§ EXCERPTED DATA
Segment Open

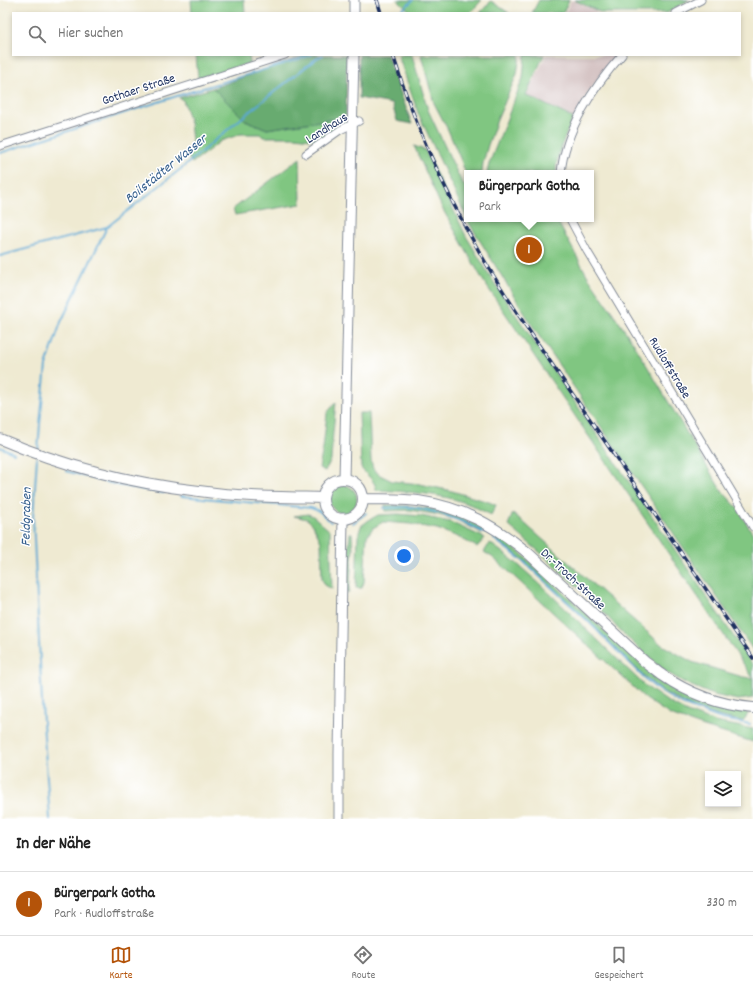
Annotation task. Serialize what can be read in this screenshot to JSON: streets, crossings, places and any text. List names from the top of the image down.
{
  "streets": {
    "main road": ["Dr.-Troch-Straße"],
    "street": ["Gothaer Straße", "Landhaus", "Rudloffstraße"]
  },
  "water": ["Boilstädter Wasser", "Feldgraben"],
  "page": {
    "search": "Hier suchen",
    "popup": ["Bürgerpark Gotha", "Park"],
    "pins": "1",
    "heading": "In der Nähe",
    "list": [
      {
        "mark": "1",
        "name": "Bürgerpark Gotha",
        "note": "Park · Rudloffstraße",
        "value": "330 m"
      }
    ],
    "nav": ["Karte", "Route", "Gespeichert"]
  }
}
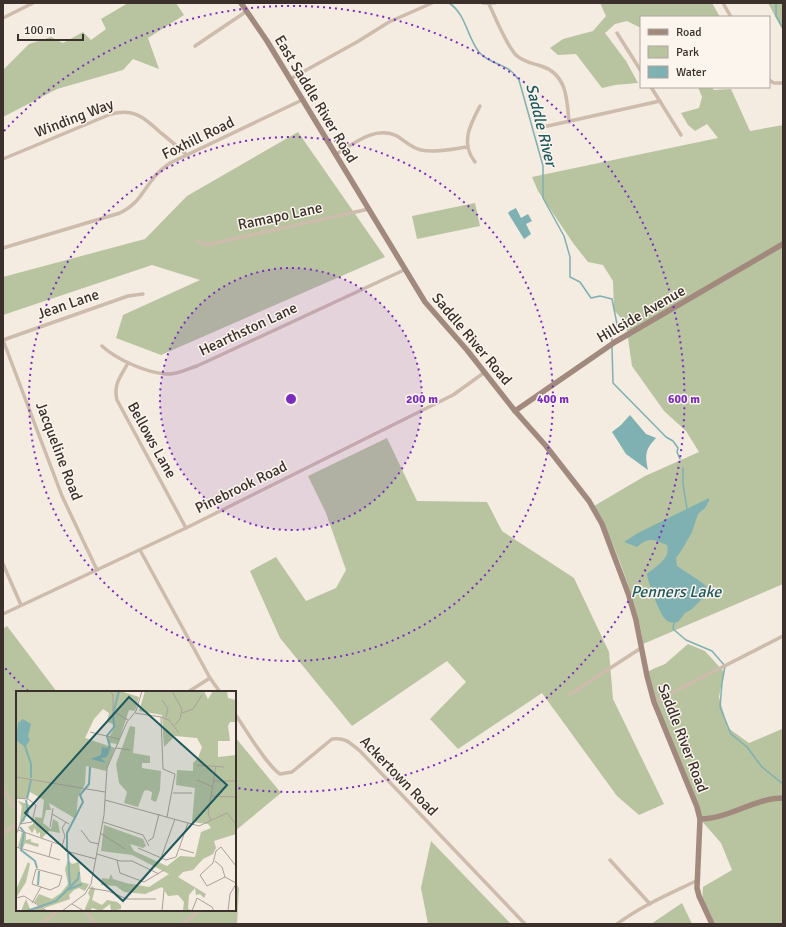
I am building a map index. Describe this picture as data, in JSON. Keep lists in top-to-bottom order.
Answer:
{
  "streets": {
    "main road": ["East Saddle River Road", "Hillside Avenue", "Saddle River Road"],
    "street": [
      "Winding Way",
      "Foxhill Road",
      "Ramapo Lane",
      "Jean Lane",
      "Hearthston Lane",
      "Bellows Lane",
      "Jacqueline Road",
      "Pinebrook Road",
      "Ackertown Road"
    ]
  },
  "crossings": [
    ["East Saddle River Road", "Foxhill Road"],
    ["East Saddle River Road", "Ramapo Lane"],
    ["East Saddle River Road", "Saddle River Road"],
    ["Winding Way", "Foxhill Road"],
    ["Ramapo Lane", "Saddle River Road"],
    ["Jean Lane", "Jacqueline Road"],
    ["Hillside Avenue", "Saddle River Road"],
    ["Hearthston Lane", "Saddle River Road"],
    ["Hearthston Lane", "Bellows Lane"],
    ["Saddle River Road", "Pinebrook Road"],
    ["Bellows Lane", "Pinebrook Road"],
    ["Jacqueline Road", "Pinebrook Road"]
  ],
  "water": ["Saddle River", "Penners Lake"],
  "legend": ["Road", "Park", "Water"],
  "scale_bar": "100 m",
  "rings": ["200 m", "400 m", "600 m"]
}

Segment Closed

§ PROBLEM
Copy the material above word for word, images excluded.

§ REPLY TO THE EXERCISE
Annotation task. Serialize what can be read in this screenshot to JSON: streets, crossings, places and any text. List names from the top of the image down.
{
  "streets": {
    "main road": ["Dr.-Troch-Straße"],
    "street": ["Gothaer Straße", "Landhaus", "Rudloffstraße"]
  },
  "water": ["Boilstädter Wasser", "Feldgraben"],
  "page": {
    "search": "Hier suchen",
    "popup": ["Bürgerpark Gotha", "Park"],
    "pins": "1",
    "heading": "In der Nähe",
    "list": [
      {
        "mark": "1",
        "name": "Bürgerpark Gotha",
        "note": "Park · Rudloffstraße",
        "value": "330 m"
      }
    ],
    "nav": ["Karte", "Route", "Gespeichert"]
  }
}
I am building a map index. Describe this picture as data, in JSON. Keep lists in top-to-bottom order.
Answer:
{
  "streets": {
    "main road": ["East Saddle River Road", "Hillside Avenue", "Saddle River Road"],
    "street": [
      "Winding Way",
      "Foxhill Road",
      "Ramapo Lane",
      "Jean Lane",
      "Hearthston Lane",
      "Bellows Lane",
      "Jacqueline Road",
      "Pinebrook Road",
      "Ackertown Road"
    ]
  },
  "crossings": [
    ["East Saddle River Road", "Foxhill Road"],
    ["East Saddle River Road", "Ramapo Lane"],
    ["East Saddle River Road", "Saddle River Road"],
    ["Winding Way", "Foxhill Road"],
    ["Ramapo Lane", "Saddle River Road"],
    ["Jean Lane", "Jacqueline Road"],
    ["Hillside Avenue", "Saddle River Road"],
    ["Hearthston Lane", "Saddle River Road"],
    ["Hearthston Lane", "Bellows Lane"],
    ["Saddle River Road", "Pinebrook Road"],
    ["Bellows Lane", "Pinebrook Road"],
    ["Jacqueline Road", "Pinebrook Road"]
  ],
  "water": ["Saddle River", "Penners Lake"],
  "legend": ["Road", "Park", "Water"],
  "scale_bar": "100 m",
  "rings": ["200 m", "400 m", "600 m"]
}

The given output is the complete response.